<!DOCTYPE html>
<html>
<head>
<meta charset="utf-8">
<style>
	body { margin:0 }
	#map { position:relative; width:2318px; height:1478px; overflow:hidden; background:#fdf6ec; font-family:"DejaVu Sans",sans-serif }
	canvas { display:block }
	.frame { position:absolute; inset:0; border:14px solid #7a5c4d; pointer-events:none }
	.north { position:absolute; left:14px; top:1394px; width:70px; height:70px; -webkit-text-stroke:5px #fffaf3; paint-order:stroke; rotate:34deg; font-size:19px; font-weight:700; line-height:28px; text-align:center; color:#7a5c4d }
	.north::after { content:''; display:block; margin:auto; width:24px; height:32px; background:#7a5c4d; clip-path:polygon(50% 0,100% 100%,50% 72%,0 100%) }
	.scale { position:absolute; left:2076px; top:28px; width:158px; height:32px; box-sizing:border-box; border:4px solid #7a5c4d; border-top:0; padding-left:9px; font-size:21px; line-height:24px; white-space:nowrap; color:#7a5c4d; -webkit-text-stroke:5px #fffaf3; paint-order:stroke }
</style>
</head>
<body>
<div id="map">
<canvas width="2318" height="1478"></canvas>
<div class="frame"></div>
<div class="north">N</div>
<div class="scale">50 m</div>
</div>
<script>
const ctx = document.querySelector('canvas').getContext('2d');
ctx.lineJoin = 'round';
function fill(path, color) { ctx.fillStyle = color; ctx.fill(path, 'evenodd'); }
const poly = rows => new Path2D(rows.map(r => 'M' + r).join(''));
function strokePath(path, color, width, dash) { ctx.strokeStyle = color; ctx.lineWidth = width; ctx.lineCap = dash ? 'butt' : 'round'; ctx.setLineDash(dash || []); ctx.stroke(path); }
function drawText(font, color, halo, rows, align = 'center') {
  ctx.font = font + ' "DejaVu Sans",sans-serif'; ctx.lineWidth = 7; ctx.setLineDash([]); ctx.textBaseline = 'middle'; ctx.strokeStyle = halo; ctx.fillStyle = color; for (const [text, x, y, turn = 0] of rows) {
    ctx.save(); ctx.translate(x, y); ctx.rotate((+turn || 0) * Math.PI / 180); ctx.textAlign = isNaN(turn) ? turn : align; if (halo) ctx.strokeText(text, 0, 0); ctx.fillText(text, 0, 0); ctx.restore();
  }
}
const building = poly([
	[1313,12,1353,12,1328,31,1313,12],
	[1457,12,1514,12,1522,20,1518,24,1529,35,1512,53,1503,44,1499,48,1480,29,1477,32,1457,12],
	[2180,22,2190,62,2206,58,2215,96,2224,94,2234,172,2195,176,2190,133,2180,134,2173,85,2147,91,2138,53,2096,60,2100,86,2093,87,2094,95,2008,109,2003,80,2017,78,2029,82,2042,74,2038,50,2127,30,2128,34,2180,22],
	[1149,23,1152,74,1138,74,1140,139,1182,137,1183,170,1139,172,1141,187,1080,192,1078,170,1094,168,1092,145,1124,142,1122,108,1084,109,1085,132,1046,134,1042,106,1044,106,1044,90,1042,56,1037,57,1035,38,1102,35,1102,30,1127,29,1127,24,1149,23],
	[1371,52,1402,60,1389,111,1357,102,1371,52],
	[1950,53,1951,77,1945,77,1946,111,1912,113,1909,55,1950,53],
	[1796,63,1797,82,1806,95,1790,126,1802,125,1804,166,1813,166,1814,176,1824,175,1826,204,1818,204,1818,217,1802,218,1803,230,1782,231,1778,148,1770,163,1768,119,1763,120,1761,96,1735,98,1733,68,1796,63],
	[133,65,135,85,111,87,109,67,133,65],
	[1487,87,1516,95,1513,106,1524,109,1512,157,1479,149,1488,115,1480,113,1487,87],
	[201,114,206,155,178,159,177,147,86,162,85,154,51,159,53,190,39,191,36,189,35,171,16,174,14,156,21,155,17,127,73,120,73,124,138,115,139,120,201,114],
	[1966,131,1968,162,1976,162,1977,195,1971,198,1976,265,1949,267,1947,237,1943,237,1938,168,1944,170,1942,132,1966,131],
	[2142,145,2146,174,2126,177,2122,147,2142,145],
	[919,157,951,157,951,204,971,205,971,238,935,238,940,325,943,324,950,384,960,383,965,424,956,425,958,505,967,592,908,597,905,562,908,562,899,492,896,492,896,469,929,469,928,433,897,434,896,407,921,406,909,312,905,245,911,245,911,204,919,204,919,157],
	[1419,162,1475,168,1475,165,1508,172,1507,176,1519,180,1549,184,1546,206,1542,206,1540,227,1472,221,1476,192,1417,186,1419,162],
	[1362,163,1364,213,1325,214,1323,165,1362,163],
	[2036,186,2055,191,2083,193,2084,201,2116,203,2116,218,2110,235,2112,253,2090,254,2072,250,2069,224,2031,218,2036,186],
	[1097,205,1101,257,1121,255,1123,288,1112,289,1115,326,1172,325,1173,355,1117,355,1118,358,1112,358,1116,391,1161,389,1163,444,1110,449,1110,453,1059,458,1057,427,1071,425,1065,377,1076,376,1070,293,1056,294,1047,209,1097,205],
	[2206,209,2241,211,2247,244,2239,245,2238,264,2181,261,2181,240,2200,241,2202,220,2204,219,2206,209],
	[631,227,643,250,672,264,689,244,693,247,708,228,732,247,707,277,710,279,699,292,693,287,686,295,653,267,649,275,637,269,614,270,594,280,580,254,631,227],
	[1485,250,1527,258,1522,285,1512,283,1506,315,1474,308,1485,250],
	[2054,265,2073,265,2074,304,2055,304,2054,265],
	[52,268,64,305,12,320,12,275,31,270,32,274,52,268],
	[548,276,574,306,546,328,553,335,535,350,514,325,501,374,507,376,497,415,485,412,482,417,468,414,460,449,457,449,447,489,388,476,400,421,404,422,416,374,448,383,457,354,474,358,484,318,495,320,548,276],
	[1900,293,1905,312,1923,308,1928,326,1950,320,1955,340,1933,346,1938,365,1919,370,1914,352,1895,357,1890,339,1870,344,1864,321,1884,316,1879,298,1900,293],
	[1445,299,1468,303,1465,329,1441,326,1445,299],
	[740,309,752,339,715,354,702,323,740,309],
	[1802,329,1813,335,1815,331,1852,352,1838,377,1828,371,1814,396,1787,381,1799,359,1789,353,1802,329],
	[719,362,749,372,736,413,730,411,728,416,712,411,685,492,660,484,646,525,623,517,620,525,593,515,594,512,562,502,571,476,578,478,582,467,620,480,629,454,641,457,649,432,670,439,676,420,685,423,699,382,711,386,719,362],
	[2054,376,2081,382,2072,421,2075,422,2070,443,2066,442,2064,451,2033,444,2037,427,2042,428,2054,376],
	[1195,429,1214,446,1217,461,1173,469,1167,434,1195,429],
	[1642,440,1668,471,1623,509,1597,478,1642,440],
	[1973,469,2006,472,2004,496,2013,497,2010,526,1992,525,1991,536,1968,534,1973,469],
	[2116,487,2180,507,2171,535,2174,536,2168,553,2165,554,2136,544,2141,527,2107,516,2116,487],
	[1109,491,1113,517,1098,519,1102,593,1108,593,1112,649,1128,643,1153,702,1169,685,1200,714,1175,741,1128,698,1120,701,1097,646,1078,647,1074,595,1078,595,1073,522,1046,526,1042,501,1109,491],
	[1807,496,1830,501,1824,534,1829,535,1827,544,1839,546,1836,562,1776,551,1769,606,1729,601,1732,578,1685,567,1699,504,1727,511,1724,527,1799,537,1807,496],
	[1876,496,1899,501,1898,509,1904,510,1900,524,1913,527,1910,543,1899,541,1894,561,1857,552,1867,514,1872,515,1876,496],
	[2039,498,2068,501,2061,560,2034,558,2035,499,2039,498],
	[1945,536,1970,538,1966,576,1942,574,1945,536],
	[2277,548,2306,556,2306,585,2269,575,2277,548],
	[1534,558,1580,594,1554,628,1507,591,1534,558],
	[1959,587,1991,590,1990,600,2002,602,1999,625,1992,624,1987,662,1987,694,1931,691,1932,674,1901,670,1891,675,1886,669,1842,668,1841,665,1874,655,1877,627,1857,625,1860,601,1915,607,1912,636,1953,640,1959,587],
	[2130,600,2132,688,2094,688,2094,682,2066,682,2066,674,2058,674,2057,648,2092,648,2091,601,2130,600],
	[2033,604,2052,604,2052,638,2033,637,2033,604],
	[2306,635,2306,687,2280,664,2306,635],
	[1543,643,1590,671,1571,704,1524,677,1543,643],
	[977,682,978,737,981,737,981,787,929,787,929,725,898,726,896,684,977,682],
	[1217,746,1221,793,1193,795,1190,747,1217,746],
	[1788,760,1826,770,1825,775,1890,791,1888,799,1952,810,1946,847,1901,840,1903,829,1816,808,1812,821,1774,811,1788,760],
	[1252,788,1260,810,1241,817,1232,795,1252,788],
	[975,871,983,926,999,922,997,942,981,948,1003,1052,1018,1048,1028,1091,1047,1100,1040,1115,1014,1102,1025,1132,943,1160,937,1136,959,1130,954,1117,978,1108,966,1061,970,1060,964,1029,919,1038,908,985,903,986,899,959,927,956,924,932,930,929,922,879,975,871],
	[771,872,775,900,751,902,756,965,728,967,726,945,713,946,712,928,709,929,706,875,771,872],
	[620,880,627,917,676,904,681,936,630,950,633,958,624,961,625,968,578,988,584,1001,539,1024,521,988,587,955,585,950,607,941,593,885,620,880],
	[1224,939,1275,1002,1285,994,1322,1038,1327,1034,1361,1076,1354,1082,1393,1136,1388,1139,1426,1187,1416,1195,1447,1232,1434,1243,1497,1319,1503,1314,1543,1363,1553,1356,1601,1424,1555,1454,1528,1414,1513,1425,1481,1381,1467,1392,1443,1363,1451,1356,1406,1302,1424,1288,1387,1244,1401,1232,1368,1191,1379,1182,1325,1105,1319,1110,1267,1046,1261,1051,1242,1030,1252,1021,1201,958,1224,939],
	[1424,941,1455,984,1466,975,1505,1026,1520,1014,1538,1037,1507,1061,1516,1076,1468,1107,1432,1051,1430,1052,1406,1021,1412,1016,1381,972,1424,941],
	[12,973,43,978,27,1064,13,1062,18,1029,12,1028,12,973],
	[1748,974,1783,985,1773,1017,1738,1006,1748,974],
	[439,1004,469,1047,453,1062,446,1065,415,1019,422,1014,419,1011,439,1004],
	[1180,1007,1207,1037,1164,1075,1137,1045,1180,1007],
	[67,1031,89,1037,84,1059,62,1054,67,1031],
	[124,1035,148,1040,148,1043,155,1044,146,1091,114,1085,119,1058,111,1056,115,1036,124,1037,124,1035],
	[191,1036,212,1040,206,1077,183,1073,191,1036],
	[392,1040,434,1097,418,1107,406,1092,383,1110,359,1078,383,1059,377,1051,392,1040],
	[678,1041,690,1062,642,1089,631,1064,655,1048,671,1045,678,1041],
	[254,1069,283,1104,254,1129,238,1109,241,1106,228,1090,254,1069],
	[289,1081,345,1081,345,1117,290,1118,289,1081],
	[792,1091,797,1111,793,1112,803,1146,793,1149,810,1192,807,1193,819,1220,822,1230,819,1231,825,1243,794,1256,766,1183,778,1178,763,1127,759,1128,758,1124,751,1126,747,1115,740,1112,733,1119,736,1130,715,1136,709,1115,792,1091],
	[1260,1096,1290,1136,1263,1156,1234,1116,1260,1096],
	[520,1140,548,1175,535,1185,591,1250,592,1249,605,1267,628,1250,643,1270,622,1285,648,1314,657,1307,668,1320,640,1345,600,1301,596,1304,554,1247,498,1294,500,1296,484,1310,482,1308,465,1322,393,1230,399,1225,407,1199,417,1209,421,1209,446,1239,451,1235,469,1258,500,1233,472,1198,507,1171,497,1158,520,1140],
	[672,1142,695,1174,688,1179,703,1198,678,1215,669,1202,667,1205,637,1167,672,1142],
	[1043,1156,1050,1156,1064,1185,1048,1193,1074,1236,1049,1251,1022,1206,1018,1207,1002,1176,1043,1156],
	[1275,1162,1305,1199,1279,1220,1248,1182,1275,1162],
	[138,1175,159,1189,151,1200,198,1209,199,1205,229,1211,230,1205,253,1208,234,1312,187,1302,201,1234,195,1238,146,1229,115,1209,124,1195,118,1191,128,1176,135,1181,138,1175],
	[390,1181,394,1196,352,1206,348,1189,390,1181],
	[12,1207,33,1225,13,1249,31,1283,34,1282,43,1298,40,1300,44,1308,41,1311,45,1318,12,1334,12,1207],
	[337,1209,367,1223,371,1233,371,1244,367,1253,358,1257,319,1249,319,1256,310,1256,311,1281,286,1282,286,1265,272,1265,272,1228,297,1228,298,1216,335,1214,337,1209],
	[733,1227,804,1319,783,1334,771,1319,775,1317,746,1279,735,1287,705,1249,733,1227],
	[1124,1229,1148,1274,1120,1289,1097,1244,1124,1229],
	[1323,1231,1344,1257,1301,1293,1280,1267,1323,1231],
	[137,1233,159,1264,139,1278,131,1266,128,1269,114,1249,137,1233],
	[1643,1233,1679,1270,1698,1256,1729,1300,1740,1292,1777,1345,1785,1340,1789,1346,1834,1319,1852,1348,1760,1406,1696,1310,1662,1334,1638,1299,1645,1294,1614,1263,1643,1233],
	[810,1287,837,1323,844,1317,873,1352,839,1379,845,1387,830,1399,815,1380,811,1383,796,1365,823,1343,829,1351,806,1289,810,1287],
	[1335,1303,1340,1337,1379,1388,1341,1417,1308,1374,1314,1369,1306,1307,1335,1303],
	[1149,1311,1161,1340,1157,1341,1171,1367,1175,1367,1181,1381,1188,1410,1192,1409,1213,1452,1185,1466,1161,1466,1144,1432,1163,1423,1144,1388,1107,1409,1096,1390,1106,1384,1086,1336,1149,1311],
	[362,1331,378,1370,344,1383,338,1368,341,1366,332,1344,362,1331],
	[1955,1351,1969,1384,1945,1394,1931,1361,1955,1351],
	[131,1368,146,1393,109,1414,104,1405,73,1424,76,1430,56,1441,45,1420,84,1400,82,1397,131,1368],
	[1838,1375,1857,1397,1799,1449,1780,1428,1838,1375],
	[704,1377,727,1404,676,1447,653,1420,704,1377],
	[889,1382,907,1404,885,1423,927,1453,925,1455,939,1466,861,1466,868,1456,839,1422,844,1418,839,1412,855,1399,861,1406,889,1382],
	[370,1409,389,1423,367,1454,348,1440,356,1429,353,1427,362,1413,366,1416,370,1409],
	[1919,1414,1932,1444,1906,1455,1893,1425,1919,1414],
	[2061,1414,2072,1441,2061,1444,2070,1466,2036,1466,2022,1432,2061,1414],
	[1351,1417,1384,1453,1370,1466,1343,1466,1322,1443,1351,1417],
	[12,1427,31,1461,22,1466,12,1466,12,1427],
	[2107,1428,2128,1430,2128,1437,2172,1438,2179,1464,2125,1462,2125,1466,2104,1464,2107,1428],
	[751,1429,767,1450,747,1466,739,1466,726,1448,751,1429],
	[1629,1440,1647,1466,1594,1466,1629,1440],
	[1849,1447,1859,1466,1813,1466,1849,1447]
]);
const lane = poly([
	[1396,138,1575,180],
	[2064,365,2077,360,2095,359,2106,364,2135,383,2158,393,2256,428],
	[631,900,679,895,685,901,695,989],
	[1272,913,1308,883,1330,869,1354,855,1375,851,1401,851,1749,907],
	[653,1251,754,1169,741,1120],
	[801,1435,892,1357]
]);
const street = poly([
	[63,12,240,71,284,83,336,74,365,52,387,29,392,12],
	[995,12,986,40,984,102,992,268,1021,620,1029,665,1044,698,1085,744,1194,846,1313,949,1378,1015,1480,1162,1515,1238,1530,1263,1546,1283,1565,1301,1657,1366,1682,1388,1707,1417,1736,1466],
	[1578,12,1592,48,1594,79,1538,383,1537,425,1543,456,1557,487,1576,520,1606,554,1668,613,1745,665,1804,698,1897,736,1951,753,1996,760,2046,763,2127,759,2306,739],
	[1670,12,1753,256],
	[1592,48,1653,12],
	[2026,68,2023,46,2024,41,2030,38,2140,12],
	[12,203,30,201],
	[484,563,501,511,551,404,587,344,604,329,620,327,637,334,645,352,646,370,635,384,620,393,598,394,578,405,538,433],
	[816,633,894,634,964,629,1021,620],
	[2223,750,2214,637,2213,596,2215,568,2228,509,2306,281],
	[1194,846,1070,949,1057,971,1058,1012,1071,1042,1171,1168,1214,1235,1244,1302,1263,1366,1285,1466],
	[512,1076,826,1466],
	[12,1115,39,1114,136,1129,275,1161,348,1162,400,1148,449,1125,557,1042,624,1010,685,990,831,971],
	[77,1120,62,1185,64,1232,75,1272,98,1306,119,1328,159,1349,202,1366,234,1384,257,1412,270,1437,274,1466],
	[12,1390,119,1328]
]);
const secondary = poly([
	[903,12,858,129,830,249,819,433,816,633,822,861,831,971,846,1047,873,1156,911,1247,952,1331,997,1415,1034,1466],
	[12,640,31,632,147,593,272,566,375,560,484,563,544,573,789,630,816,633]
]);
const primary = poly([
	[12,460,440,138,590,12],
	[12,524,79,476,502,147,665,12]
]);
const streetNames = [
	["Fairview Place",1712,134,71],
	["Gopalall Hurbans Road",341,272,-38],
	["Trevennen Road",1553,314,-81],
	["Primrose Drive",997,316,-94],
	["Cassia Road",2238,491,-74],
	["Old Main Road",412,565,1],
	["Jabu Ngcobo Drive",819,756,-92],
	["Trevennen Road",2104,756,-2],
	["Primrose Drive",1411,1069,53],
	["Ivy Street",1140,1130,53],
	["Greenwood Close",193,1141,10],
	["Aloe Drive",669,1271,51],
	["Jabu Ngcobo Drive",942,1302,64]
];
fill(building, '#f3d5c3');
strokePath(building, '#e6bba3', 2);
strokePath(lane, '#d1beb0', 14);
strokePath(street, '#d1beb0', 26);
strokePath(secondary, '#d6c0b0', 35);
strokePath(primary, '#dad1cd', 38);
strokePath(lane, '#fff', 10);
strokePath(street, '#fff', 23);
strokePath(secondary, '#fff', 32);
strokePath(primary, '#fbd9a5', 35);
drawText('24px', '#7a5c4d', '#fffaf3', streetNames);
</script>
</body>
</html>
══════════
What are the lines of the data above that include the string "Sans"? Copy them.

Solved exercise -
	#map { position:relative; width:2318px; height:1478px; overflow:hidden; background:#fdf6ec; font-family:"DejaVu Sans",sans-serif }
  ctx.font = font + ' "DejaVu Sans",sans-serif'; ctx.lineWidth = 7; ctx.setLineDash([]); ctx.textBaseline = 'middle'; ctx.strokeStyle = halo; ctx.fillStyle = color; for (const [text, x, y, turn = 0] of rows) {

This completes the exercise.